▶ [WHAT YOU NEED TO DO]
For the listing below, give the number of lines that include "place" and add nothing to it.
━━━━━ SOURCE MATERIAL
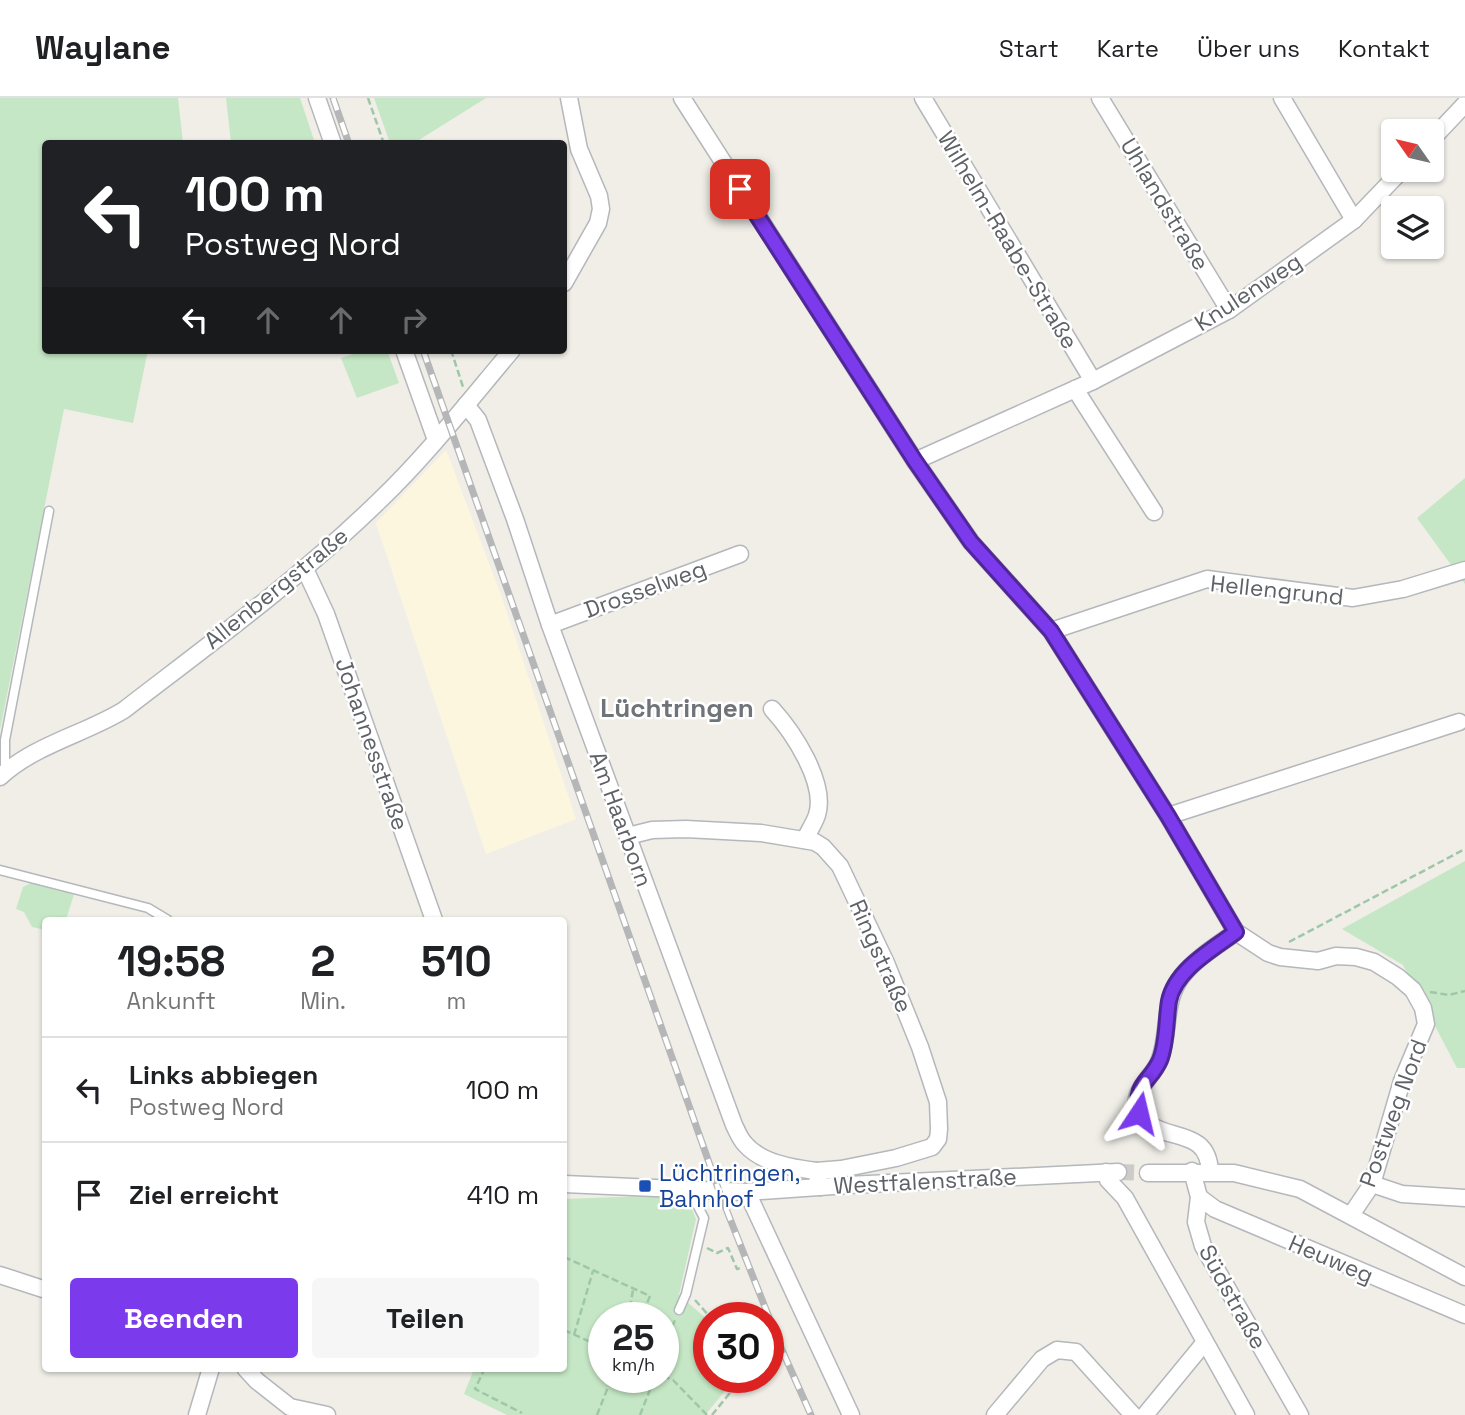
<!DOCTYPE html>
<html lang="de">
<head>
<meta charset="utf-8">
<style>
  body { margin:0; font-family:"Space Grotesk",sans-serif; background:#f6f6f6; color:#202124; height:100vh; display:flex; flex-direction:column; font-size:26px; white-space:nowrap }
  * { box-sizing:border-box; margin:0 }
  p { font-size:23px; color:#757577 }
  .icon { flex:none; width:38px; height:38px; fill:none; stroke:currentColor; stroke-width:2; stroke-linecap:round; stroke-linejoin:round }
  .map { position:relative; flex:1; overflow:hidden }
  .details { position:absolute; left:42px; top:819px; width:525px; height:455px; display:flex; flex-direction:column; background:#fff; border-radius:7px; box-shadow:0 2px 5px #0004 }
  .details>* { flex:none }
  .top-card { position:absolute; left:42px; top:42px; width:525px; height:214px; border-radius:7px; box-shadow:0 2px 5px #0004; background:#202124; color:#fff; overflow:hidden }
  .needle { width:46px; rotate:304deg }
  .fabs { position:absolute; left:1381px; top:21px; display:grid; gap:14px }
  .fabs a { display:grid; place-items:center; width:63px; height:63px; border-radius:7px; background:#fff; box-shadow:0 2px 5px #0004; font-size:35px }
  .speed { position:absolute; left:588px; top:1204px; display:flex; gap:14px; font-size:35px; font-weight:700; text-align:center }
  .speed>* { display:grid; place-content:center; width:91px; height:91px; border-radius:50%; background:#fff; box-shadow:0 2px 5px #0004; line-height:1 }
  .speed small { font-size:18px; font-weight:400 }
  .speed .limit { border:10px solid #d22; background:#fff; color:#111 }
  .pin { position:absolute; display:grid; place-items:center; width:60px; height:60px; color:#fff; margin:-30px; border-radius:14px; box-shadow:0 4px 10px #0006 }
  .me { position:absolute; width:77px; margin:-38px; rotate:10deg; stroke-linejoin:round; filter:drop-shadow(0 0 5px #0008) }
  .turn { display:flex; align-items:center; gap:24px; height:147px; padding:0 28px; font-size:32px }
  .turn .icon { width:91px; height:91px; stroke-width:2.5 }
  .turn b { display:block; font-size:49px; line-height:60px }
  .lanes { display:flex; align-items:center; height:66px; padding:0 28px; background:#0003; justify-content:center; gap:35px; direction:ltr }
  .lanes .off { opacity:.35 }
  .eta { display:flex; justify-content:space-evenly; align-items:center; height:119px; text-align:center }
  .eta b { font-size:42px; font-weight:700; line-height:49px }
  .cta { display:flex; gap:14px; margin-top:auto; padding:14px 28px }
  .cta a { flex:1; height:80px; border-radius:7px; background:#7c3aed; color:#fff; font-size:28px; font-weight:700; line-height:80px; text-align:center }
  .cta a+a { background:#f6f6f6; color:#202124 }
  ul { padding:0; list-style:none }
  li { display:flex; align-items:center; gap:21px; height:105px; padding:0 28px; border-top:2px solid #e0e0e0 }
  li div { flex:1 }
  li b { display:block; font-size:26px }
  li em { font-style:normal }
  header { display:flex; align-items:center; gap:42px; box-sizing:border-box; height:98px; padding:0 35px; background:#fff; border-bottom:2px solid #e0e0e0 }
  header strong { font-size:33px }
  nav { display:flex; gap:38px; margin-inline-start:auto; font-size:24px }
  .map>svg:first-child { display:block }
  .commercial { fill:#fdf6df }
  .green { fill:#c5e7c5; fill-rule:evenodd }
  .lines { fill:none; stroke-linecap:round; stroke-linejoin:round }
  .street-tunnel { stroke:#cccbc7; stroke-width:16; stroke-dasharray:16 8; stroke-linecap:butt }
  .lane-casing { stroke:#b4b7bb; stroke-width:11 }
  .street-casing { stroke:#b4b7bb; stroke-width:19 }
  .path { stroke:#9ec7a9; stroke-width:2.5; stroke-dasharray:7 3.5; stroke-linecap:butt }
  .lane { stroke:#fff; stroke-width:8 }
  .street { stroke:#fff; stroke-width:16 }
  .rail-casing { stroke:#b5b6b7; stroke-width:7 }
  .rail { stroke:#fff; stroke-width:4.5; stroke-dasharray:13; stroke-linecap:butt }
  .route-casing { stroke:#51269a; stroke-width:18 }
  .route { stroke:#7c3aed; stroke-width:12 }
  .transit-dot { fill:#1a4fb4; stroke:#fff; stroke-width:2.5 }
  .labels { text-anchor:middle; stroke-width:5; stroke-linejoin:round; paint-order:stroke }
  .street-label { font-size:23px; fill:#5e6267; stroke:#fff }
  .transit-label { font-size:23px; fill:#164399; stroke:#fff; text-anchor:start }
  .quarter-label { font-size:26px; font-weight:bold; fill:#6f7479; stroke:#fff }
</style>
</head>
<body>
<header>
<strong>Waylane</strong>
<nav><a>Start</a><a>Karte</a><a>Über uns</a><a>Kontakt</a></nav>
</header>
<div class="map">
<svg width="1465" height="1317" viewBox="0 0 1465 1317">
  <rect width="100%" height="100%" fill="#f0eee7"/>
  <polygon class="commercial" points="446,352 502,500 576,721 486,756 376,425"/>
  <g class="green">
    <polygon points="0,0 178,0 183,45 46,46 46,252 148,252 133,325 64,311 0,632"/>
    <polygon points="226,0 300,0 315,45 231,45"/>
    <polygon points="374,0 486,0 414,45 390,45"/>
    <polygon points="365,252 387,252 399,285 357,300 341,260"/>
    <polygon points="1465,380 1465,486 1417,420"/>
    <polygon points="1465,763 1465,970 1457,970 1403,867 1342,831"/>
    <polygon points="33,784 74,796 66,822 46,822 45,832 32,829 24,814 16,811 23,789"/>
    <path d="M674,1097L690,1106L696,1121L679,1197L709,1223V1279H725L726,1292L705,1317H507L464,1296L474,1271L564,1270V1101ZM604,1220H663V1279H604Z"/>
  </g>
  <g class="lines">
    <polyline class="street-tunnel" points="1118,1074 1148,1075"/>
    <defs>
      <g id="lane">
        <polyline points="5,675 5,642 49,413"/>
        <polyline points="0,772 148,810 168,822"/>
        <polyline points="679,1212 686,1196 704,1120 690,1093"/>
      </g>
      <g id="street">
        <polyline points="317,0 333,46"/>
        <polyline points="682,0 915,363 971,444 1051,533 1168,718 1236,834 1268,855 1280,859 1318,863 1336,858 1356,859 1374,864 1398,879 1413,892 1423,910 1426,926 1402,983 1372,1086 1351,1117"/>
        <polyline points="923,0 1093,283"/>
        <polyline points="1100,0 1229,212"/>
        <polyline points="1282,0 1354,122"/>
        <polyline points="1432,41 1465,6"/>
        <polyline points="564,185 598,125 601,111 599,98 579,51 569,0"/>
        <polyline points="404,252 436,342"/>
        <polyline points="1075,291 1154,414"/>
        <path d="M466,307L478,322L515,421L550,527L734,1027C737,1033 740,1041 745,1046C761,1065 793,1070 816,1073L820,1089"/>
        <polyline points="915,363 1093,283 1229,212 1354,122 1402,72"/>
        <polyline points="305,471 326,516 434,822"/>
        <polyline points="550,527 740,456"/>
        <polyline points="1051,533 1207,481 1353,500 1403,491 1465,472"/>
        <path d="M772,611C793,634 827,685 817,717C814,726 808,734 805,742"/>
        <path d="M0,679C34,647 85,636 124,612C211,545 300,480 379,403C427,357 469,303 512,252"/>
        <polyline points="1168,718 1459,624"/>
        <polyline points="628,738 652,732 686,731 761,735 815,744 823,749 840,768 886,865 920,949 938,1004 939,1031 938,1041 932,1049 896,1060 841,1071 816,1073"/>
        <polyline points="1192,1073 1199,1099 1196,1124 1203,1148 1300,1317"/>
        <polyline points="1106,1074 1108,1082 1125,1100 1246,1317"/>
        <path d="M1210,1074C1208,1026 1161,1047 1141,1017C1126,994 1154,980 1160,961C1170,933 1163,902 1182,878C1196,860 1218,847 1236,834"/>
        <polyline points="1148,1075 1234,1075 1300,1091 1465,1179"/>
        <polyline points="564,1086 747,1094 848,1087 1118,1074"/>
        <polyline points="1372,1086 1402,1096 1465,1100"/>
        <polyline points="747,1094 851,1317"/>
        <polyline points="1199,1099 1215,1111 1465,1217"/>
        <polyline points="0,1177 46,1192"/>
        <polyline points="245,1270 257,1283 290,1309 327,1317"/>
        <polyline points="197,1317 211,1270"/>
        <polyline points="995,1317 1042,1261 1057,1252 1076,1254 1133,1317"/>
        <polyline points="1145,1317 1205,1244"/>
      </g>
    </defs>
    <use href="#lane" class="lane-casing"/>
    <use href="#street" class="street-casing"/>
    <g class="path">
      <polyline points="368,0 384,46"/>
      <polyline points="451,252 463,289"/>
      <polyline points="1289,844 1465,751"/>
      <polyline points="1430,894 1449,897 1465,893"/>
      <polyline points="707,1150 717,1155 728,1150 737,1171 740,1170"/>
      <polyline points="564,1159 650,1198 644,1213 655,1220"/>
      <polyline points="695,1202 711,1220"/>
      <polyline points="628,1220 633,1192"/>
      <polyline points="663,1224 672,1229 675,1222"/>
      <polyline points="564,1232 604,1250"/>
      <polyline points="574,1237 593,1173"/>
      <polyline points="663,1245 672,1229"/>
      <polyline points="604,1246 601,1254 604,1268"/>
      <polyline points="485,1270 475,1291 522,1315"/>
      <polyline points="663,1278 673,1282 707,1317"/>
      <polyline points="597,1317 612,1279"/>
      <polyline points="640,1317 655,1279"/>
      <polyline points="712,1317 729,1296 730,1279"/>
    </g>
    <use href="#lane" class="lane"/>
    <use href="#street" class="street"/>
    <defs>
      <g id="rail">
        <polyline points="333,0 349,46"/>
        <polyline points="423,252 719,1093 782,1252 811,1317"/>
      </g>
    </defs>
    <use href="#rail" class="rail-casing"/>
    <use href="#rail" class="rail"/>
  </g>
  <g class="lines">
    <defs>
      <path id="route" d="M740,91L915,363L971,444L1051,533L1168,718L1236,834C1213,851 1175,872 1169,903C1166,921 1167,945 1160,962C1150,985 1134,984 1139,1015"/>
    </defs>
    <use href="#route" class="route-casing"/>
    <use href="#route" class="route"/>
  </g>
  <rect class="transit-dot" x="638" y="1081" width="14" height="14" rx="3.5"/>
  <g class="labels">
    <g class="street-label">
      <text transform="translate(1165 106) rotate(59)" y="8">Uhlandstraße</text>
      <text transform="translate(1008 142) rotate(59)" y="8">Wilhelm-Raabe-Straße</text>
      <text transform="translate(1248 194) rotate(-33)" y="8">Knulenweg</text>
      <text transform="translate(276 490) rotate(-39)" y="8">Allenbergstraße</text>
      <text transform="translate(645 491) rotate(-20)" y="8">Drosselweg</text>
      <text transform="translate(1277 492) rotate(6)" y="8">Hellengrund</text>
      <text transform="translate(372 646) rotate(71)" y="8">Johannesstraße</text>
      <text transform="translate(621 721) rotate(70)" y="8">Am Haarborn</text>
      <text transform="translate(881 858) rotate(66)" y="8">Ringstraße</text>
      <text transform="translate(1393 1015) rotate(-70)" y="8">Postweg Nord</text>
      <text transform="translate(925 1083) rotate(-3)" y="8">Westfalenstraße</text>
      <text transform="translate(1331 1161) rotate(23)" y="8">Heuweg</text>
      <text transform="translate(1233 1199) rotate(61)" y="8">Südstraße</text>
    </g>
    <g class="transit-label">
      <text x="659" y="1083">Lüchtringen,<tspan x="659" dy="26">Bahnhof</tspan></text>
    </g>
    <g class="quarter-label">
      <text x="677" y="619">Lüchtringen</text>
    </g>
  </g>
</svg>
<div class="fabs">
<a><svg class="needle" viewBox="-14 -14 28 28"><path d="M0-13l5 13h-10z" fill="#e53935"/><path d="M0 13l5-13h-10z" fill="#757577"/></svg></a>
<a><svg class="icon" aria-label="layers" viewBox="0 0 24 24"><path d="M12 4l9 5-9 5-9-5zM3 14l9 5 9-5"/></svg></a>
</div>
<div class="speed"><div>25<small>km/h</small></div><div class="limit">30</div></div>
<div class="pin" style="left:740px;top:91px;background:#d93025"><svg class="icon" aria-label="arrive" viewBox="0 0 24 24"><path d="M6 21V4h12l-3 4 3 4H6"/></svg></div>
<svg class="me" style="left:1139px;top:1015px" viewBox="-20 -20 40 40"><path d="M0-17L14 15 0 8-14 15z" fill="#7c3aed" stroke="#fff" stroke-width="4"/></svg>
<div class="top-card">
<div class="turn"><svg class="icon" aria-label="left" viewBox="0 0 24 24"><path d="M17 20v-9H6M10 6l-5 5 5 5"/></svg><div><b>100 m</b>Postweg Nord</div></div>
<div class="lanes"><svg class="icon" aria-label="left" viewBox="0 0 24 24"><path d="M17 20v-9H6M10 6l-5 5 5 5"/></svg><svg class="icon off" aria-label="ahead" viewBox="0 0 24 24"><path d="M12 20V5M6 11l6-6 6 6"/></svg><svg class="icon off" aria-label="ahead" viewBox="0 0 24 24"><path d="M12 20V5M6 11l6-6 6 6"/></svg><svg class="icon off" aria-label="right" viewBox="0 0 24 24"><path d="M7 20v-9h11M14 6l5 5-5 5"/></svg></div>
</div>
<section class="details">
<div class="eta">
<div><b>19:58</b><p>Ankunft</p></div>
<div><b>2</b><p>Min.</p></div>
<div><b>510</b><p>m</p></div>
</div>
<ul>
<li><svg class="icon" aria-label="left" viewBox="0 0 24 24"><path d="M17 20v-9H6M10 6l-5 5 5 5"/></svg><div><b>Links abbiegen</b><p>Postweg Nord</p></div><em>100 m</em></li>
<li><svg class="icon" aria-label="arrive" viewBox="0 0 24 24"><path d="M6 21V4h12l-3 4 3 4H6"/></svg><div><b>Ziel erreicht</b></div><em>410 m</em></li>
</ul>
<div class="cta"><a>Beenden</a><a>Teilen</a></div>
</section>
</div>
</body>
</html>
━━━━━━━━━━
▶ [RESPONSE TO THE TASK]
3